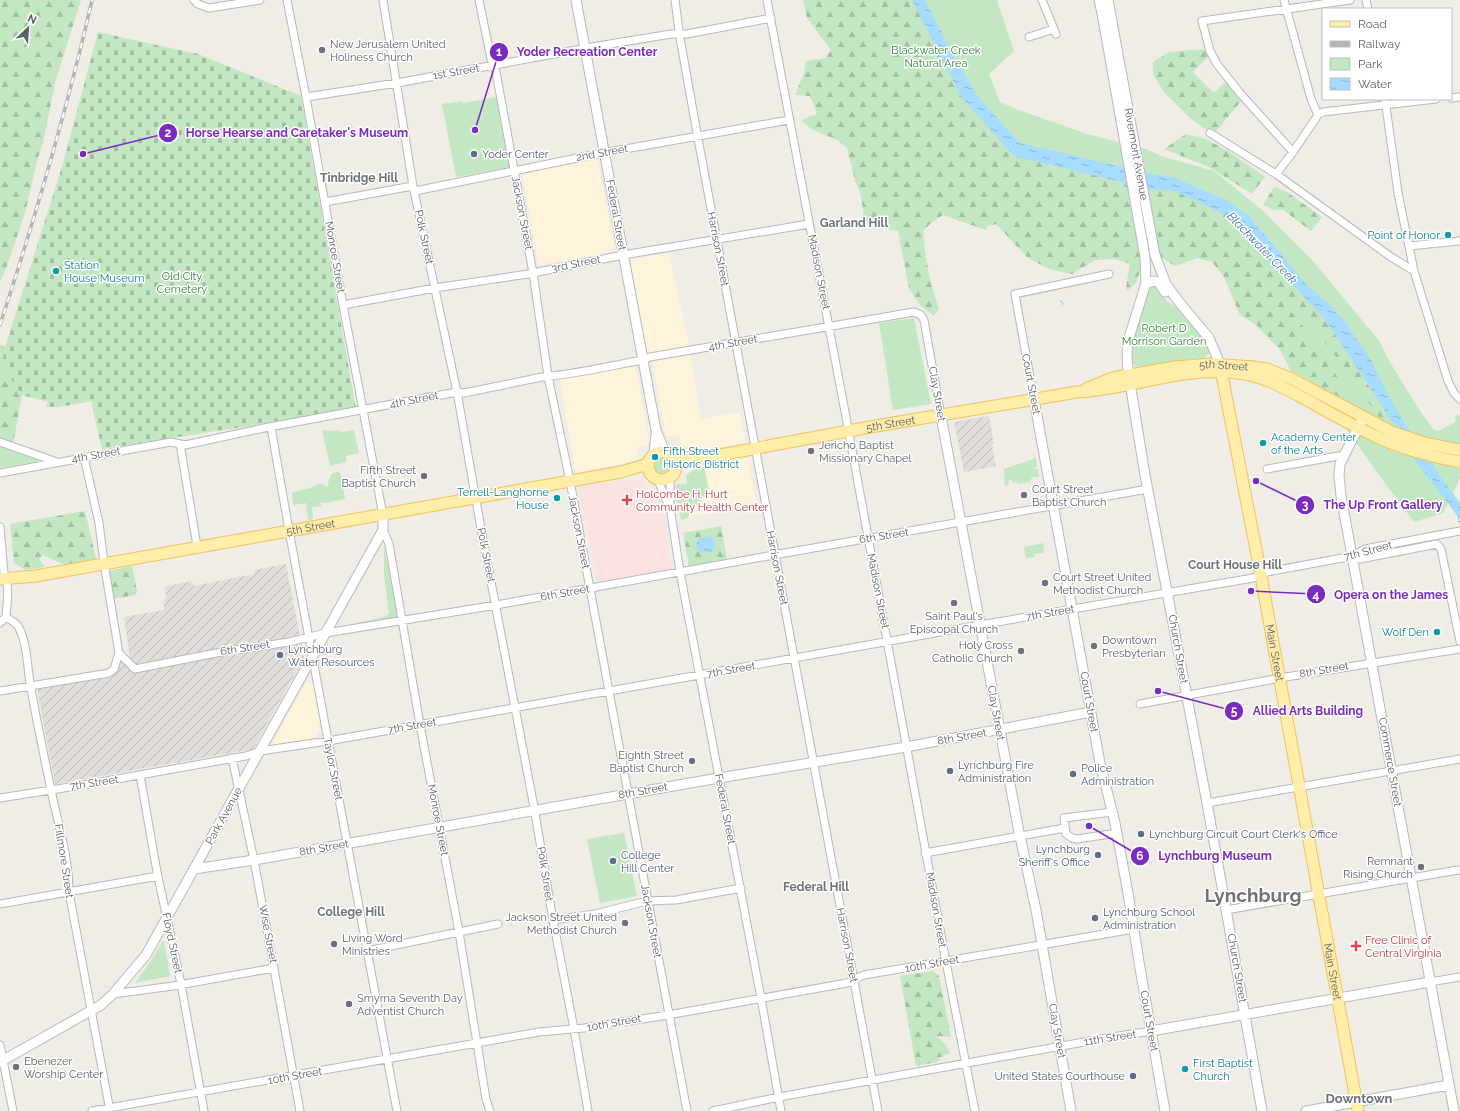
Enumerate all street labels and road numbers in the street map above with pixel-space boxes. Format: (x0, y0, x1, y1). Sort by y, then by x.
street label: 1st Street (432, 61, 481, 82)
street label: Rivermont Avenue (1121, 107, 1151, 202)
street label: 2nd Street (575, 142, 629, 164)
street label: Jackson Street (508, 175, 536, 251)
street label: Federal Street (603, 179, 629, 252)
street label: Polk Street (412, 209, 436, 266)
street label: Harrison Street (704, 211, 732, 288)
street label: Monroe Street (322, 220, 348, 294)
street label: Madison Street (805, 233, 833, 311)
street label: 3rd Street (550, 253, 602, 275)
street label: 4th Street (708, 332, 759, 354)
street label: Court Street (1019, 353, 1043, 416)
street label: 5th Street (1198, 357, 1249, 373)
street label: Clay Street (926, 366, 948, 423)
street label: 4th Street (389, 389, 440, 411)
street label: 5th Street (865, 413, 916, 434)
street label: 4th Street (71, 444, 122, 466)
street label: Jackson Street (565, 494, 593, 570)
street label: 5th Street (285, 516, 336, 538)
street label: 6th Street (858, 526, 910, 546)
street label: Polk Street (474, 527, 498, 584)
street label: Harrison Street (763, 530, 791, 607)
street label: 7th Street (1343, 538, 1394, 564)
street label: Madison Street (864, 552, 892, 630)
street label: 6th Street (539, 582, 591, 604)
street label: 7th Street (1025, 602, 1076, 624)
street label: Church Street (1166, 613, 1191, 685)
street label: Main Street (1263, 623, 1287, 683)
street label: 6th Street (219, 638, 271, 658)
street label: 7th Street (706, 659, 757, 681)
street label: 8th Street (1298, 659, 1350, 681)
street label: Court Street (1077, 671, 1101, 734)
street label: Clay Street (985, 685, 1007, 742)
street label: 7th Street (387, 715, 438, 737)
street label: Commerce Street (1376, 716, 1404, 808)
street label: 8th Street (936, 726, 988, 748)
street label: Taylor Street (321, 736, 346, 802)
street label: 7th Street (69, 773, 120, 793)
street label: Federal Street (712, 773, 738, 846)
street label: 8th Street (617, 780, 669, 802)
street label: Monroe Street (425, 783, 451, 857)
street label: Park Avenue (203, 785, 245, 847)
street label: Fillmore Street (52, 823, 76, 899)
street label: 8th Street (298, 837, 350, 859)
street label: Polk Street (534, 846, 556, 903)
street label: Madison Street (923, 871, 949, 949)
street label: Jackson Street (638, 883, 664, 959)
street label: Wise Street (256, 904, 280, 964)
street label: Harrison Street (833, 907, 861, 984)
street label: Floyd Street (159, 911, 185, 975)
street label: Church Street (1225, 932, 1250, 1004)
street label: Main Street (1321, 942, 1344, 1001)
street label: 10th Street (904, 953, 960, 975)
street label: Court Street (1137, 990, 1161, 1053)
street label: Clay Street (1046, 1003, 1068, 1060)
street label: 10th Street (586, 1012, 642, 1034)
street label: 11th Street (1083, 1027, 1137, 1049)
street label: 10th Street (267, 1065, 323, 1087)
────────────────────
• TASK DESCRIPTION: Without the pictures, restate each entry exactly.

• COMPLETED TASK:
Enumerate all street labels and road numbers in the street map above with pixel-space boxes. Format: (x0, y0, x1, y1). Sort by y, then by x.
street label: 1st Street (432, 61, 481, 82)
street label: Rivermont Avenue (1121, 107, 1151, 202)
street label: 2nd Street (575, 142, 629, 164)
street label: Jackson Street (508, 175, 536, 251)
street label: Federal Street (603, 179, 629, 252)
street label: Polk Street (412, 209, 436, 266)
street label: Harrison Street (704, 211, 732, 288)
street label: Monroe Street (322, 220, 348, 294)
street label: Madison Street (805, 233, 833, 311)
street label: 3rd Street (550, 253, 602, 275)
street label: 4th Street (708, 332, 759, 354)
street label: Court Street (1019, 353, 1043, 416)
street label: 5th Street (1198, 357, 1249, 373)
street label: Clay Street (926, 366, 948, 423)
street label: 4th Street (389, 389, 440, 411)
street label: 5th Street (865, 413, 916, 434)
street label: 4th Street (71, 444, 122, 466)
street label: Jackson Street (565, 494, 593, 570)
street label: 5th Street (285, 516, 336, 538)
street label: 6th Street (858, 526, 910, 546)
street label: Polk Street (474, 527, 498, 584)
street label: Harrison Street (763, 530, 791, 607)
street label: 7th Street (1343, 538, 1394, 564)
street label: Madison Street (864, 552, 892, 630)
street label: 6th Street (539, 582, 591, 604)
street label: 7th Street (1025, 602, 1076, 624)
street label: Church Street (1166, 613, 1191, 685)
street label: Main Street (1263, 623, 1287, 683)
street label: 6th Street (219, 638, 271, 658)
street label: 7th Street (706, 659, 757, 681)
street label: 8th Street (1298, 659, 1350, 681)
street label: Court Street (1077, 671, 1101, 734)
street label: Clay Street (985, 685, 1007, 742)
street label: 7th Street (387, 715, 438, 737)
street label: Commerce Street (1376, 716, 1404, 808)
street label: 8th Street (936, 726, 988, 748)
street label: Taylor Street (321, 736, 346, 802)
street label: 7th Street (69, 773, 120, 793)
street label: Federal Street (712, 773, 738, 846)
street label: 8th Street (617, 780, 669, 802)
street label: Monroe Street (425, 783, 451, 857)
street label: Park Avenue (203, 785, 245, 847)
street label: Fillmore Street (52, 823, 76, 899)
street label: 8th Street (298, 837, 350, 859)
street label: Polk Street (534, 846, 556, 903)
street label: Madison Street (923, 871, 949, 949)
street label: Jackson Street (638, 883, 664, 959)
street label: Wise Street (256, 904, 280, 964)
street label: Harrison Street (833, 907, 861, 984)
street label: Floyd Street (159, 911, 185, 975)
street label: Church Street (1225, 932, 1250, 1004)
street label: Main Street (1321, 942, 1344, 1001)
street label: 10th Street (904, 953, 960, 975)
street label: Court Street (1137, 990, 1161, 1053)
street label: Clay Street (1046, 1003, 1068, 1060)
street label: 10th Street (586, 1012, 642, 1034)
street label: 11th Street (1083, 1027, 1137, 1049)
street label: 10th Street (267, 1065, 323, 1087)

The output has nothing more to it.